Je me demande si nous savons encore voir la force du dénuement. Je pense à la puissance de la parole que faisait émerger Denise Glaser dans son émission Discorama : deux tabourets, l’échelle du studio, et rien. Rien qu’un visage. Je pense à la force d’un Gérard Depardieu seul sur scène chantant Barbara de sa voix qui ne chante pas. À celle d’un Mime Marceau que je découvrais lors de son dernier spectacle, qui, à quatre-vingt ans, tenait une salle comble par son seul corps, dans la poésie du silence.
Je pense à la force qui se dégageait dans l’atelier de Cécile où pendant trois jours j’ai posé pour qu’elle me sculpte. Je pense à cette parole qui de dévoile dans les veillées, quand les gens se déposent dans l’écoute de portraits sonores. Qu’ils sont là pour écouter ensemble, sans visuel.

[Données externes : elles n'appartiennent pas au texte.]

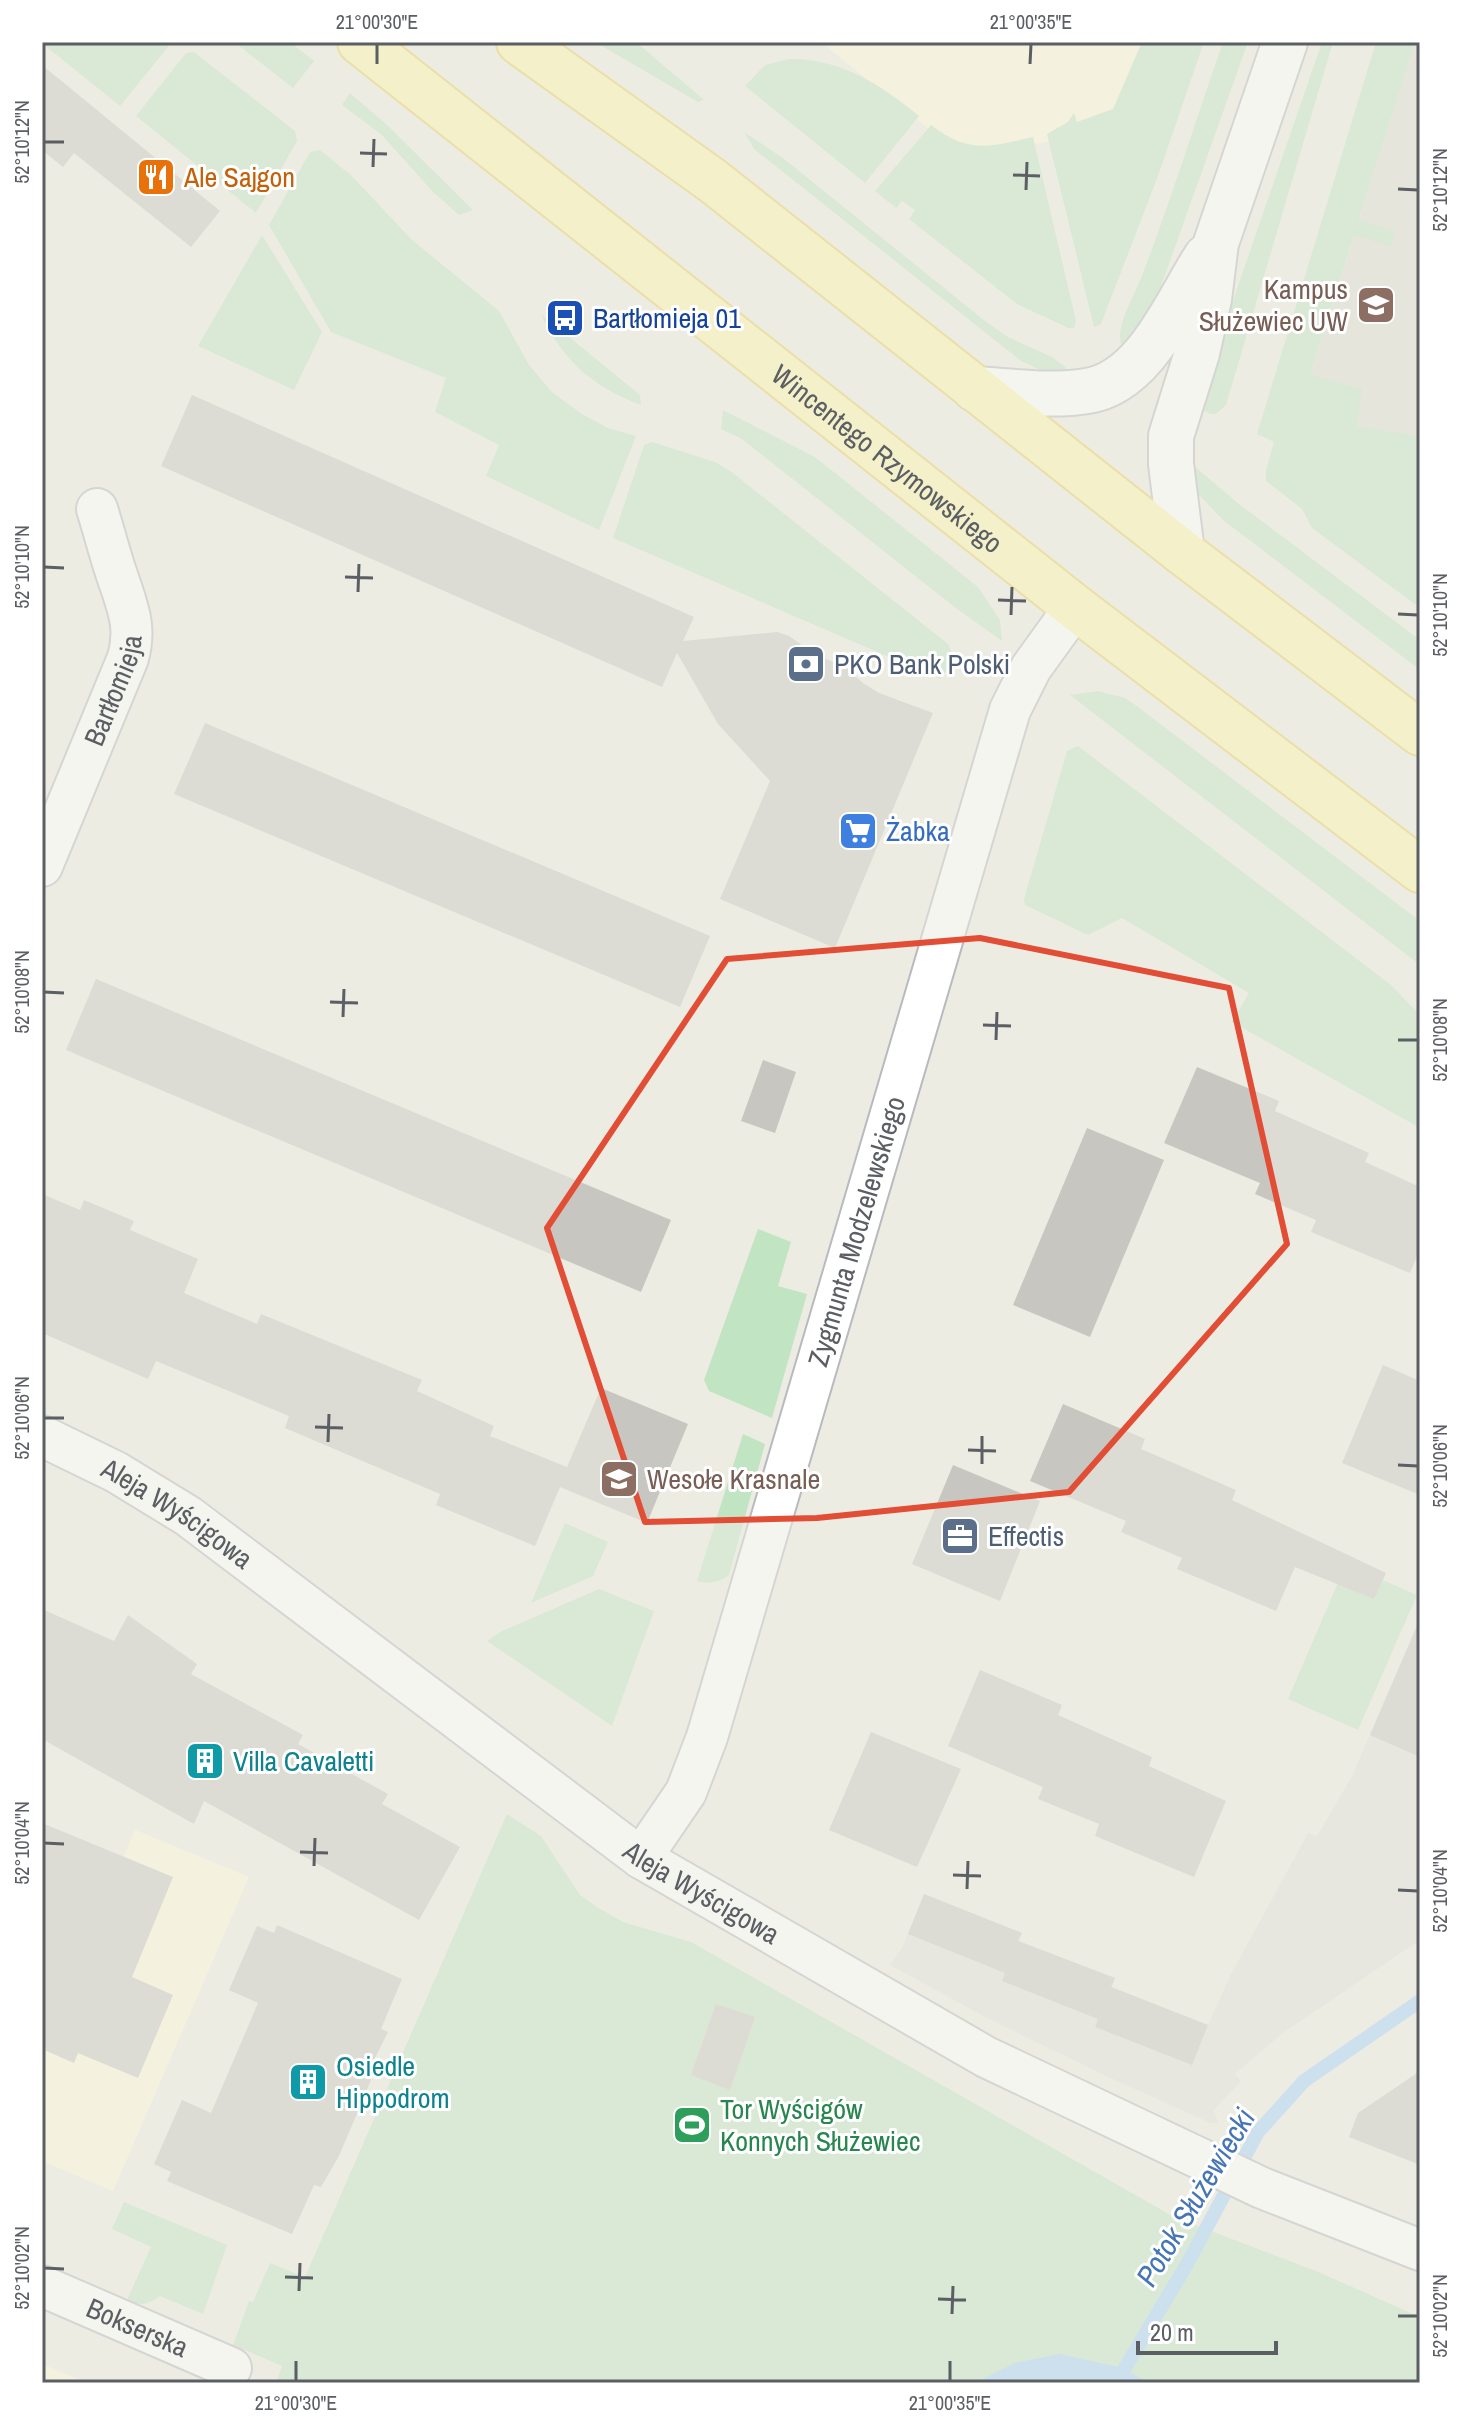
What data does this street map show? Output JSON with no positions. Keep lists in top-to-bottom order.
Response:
{
  "streets": {
    "main road": ["Wincentego Rzymowskiego"],
    "street": [
      "Bartłomieja",
      "Zygmunta Modzelewskiego",
      "Aleja Wyścigowa",
      "Bokserska"
    ]
  },
  "crossings": [
    ["Wincentego Rzymowskiego", "Zygmunta Modzelewskiego"],
    ["Zygmunta Modzelewskiego", "Aleja Wyścigowa"]
  ],
  "water": ["Potok Służewiecki"],
  "places": {
    "restaurant": ["Ale Sajgon"],
    "school or university": ["Kampus Służewiec UW", "Wesołe Krasnale"],
    "bus stop": ["Bartłomieja 01"],
    "bank": ["PKO Bank Polski"],
    "supermarket": ["Żabka"],
    "office": ["Effectis"],
    "building": ["Villa Cavaletti", "Osiedle Hippodrom"],
    "sports": ["Tor Wyścigów Konnych Służewiec"]
  },
  "scale_bar": "20 m",
  "coordinates": [
    "21°00'30\"E",
    "21°00'35\"E",
    "52°10'12\"N",
    "52°10'10\"N",
    "52°10'08\"N",
    "52°10'06\"N",
    "52°10'04\"N",
    "52°10'02\"N"
  ]
}
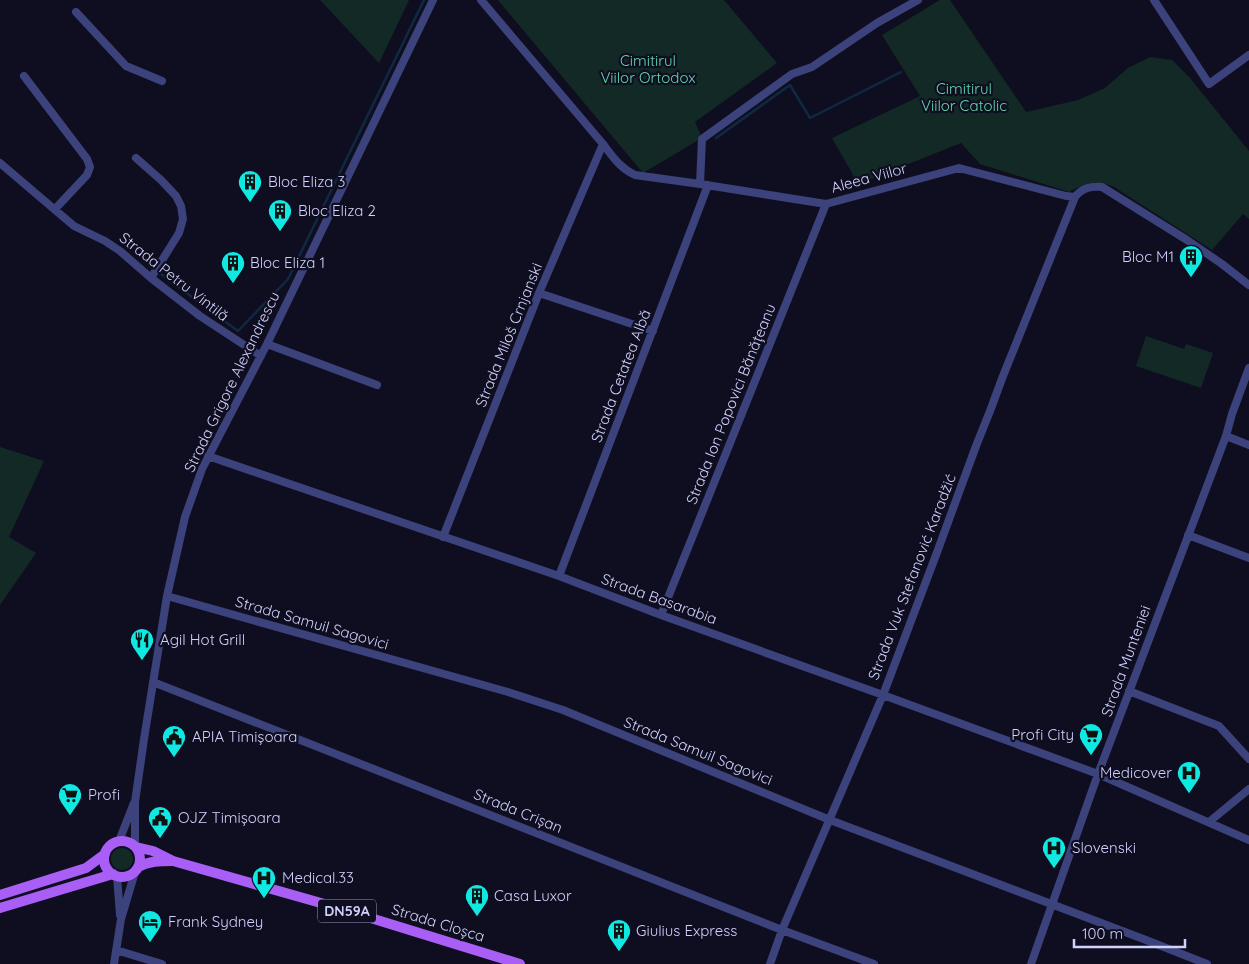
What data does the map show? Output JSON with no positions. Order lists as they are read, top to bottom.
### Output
{
  "streets": {
    "main road": ["DN59A", "Strada Cloșca"],
    "street": [
      "Aleea Viilor",
      "Strada Petru Vintilă",
      "Strada Miloš Crnjanski",
      "Strada Cetatea Albă",
      "Strada Grigore Alexandrescu",
      "Strada Ion Popovici Bănățeanu",
      "Strada Vuk Stefanović Karadžić",
      "Strada Basarabia",
      "Strada Samuil Sagovici",
      "Strada Munteniei",
      "Strada Crișan"
    ]
  },
  "crossings": [
    ["Aleea Viilor", "Strada Miloš Crnjanski"],
    ["Aleea Viilor", "Strada Cetatea Albă"],
    ["Aleea Viilor", "Strada Ion Popovici Bănățeanu"],
    ["Aleea Viilor", "Strada Vuk Stefanović Karadžić"],
    ["Strada Petru Vintilă", "Strada Grigore Alexandrescu"],
    ["Strada Miloš Crnjanski", "Strada Basarabia"],
    ["Strada Cetatea Albă", "Strada Basarabia"],
    ["Strada Grigore Alexandrescu", "Strada Basarabia"],
    ["Strada Grigore Alexandrescu", "Strada Samuil Sagovici"],
    ["Strada Grigore Alexandrescu", "Strada Crișan"],
    ["Strada Grigore Alexandrescu", "DN59A"],
    ["Strada Grigore Alexandrescu", "Strada Cloșca"],
    ["Strada Ion Popovici Bănățeanu", "Strada Basarabia"],
    ["Strada Vuk Stefanović Karadžić", "Strada Basarabia"],
    ["Strada Vuk Stefanović Karadžić", "Strada Samuil Sagovici"],
    ["Strada Vuk Stefanović Karadžić", "Strada Crișan"],
    ["Strada Basarabia", "Strada Munteniei"],
    ["Strada Samuil Sagovici", "Strada Munteniei"],
    ["DN59A", "Strada Cloșca"]
  ],
  "parks": ["Cimitirul Viilor Ortodox", "Cimitirul Viilor Catolic"],
  "places": {
    "building": [
      "Bloc Eliza 3",
      "Bloc Eliza 2",
      "Bloc M1",
      "Bloc Eliza 1",
      "Casa Luxor",
      "Giulius Express"
    ],
    "restaurant": ["Agil Hot Grill"],
    "supermarket": ["Profi City", "Profi"],
    "public building": ["APIA Timișoara", "OJZ Timișoara"],
    "hospital": ["Medicover", "Slovenski", "Medical.33"],
    "hotel": ["Frank Sydney"]
  },
  "scale_bar": "100 m"
}
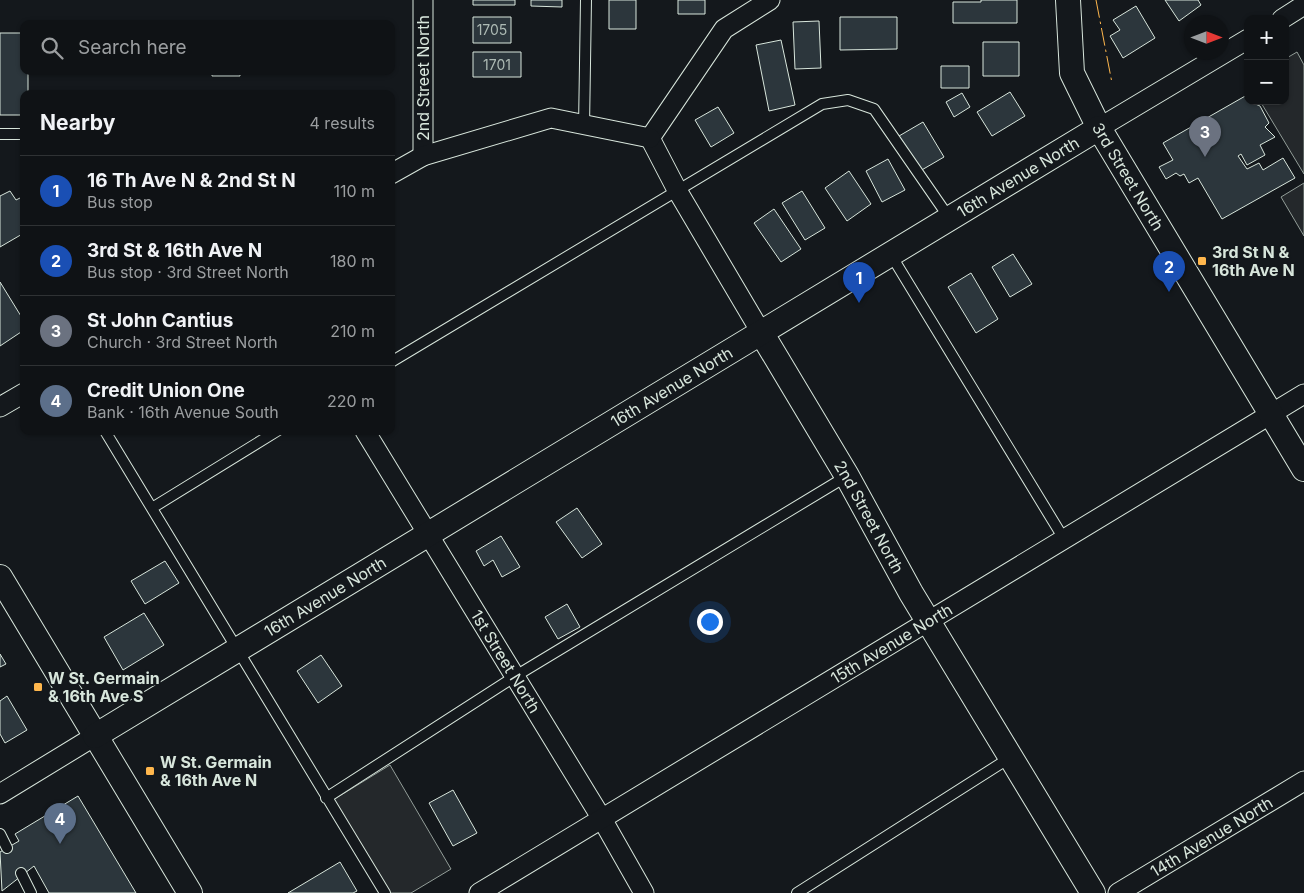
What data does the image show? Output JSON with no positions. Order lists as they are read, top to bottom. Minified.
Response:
{"streets":{"street":["2nd Street North","3rd Street North","16th Avenue North","15th Avenue North","1st Street North","14th Avenue North"]},"crossings":[["2nd Street North","16th Avenue North"],["2nd Street North","15th Avenue North"],["3rd Street North","16th Avenue North"],["3rd Street North","15th Avenue North"],["16th Avenue North","1st Street North"],["15th Avenue North","1st Street North"]],"places":{"transit":["3rd St N & 16th Ave N","W St. Germain & 16th Ave S","W St. Germain & 16th Ave N"]},"house_numbers":["1705","1701"],"north":"right","page":{"map_buttons":["+","−"],"search":"Search here","heading":["Nearby","4 results"],"pins":["3","2","1","4"],"list":[{"mark":"1","name":"16 Th Ave N & 2nd St N","note":"Bus stop","value":"110 m"},{"mark":"2","name":"3rd St & 16th Ave N","note":"Bus stop · 3rd Street North","value":"180 m"},{"mark":"3","name":"St John Cantius","note":"Church · 3rd Street North","value":"210 m"},{"mark":"4","name":"Credit Union One","note":"Bank · 16th Avenue South","value":"220 m"}]}}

Et puis je pense à ces randonneurs incapables de se taire sur un sentier, à ces enfants qui hurlent dans les supermarchés pour obtenir ce qu’ils veulent. Je pense à ceux qui allument la télé ou la radio pour avoir un bruit de fond. À ces meubles remplis de bibelots. À ces émissions de radio où l’animateur remplit les secondes qui défilent sur son écran, à ces caméras qui ne savent plus se déposer sur le visage d’un chanteur mais qui filent et dézooment fondent et reviennent. À ceux qui cet été s’installeront dans un parc ou sur une plage avec leur mini enceinte qui crache sa musique. À ceux qui se baladent avec. À cette cloche qui sonne la fin d’un cours et à cette même cloche qui sonne le début du suivant.
J’écris ce texte entre 2h et 3h du matin. Mais on me dit qu’à 2h ce soir il est en fait 3h. Tant mieux. Je ramasse cette heure perdue par les hommes. Il y en a bien qui ramassent les poubelles des autres. Étrange pratique par laquelle nos sociétés, incapables de s’adapter aux saisons, ont décrété qu’il fallait se réveiller à la même heure tout a long de l’année, plutôt que d’adapter nos rythmes aux cycles naturels.
À croire que dans un monde où on nous demande de fournir la même performance en tout temps, notre horizon d’espérance ne pourrait être qu’un éternel été, un soleil constant, des fraises et des tomates tout au long de l’année. Et je me dis que décidément, le printemps arrive de plus en plus tôt. Bien trop tôt.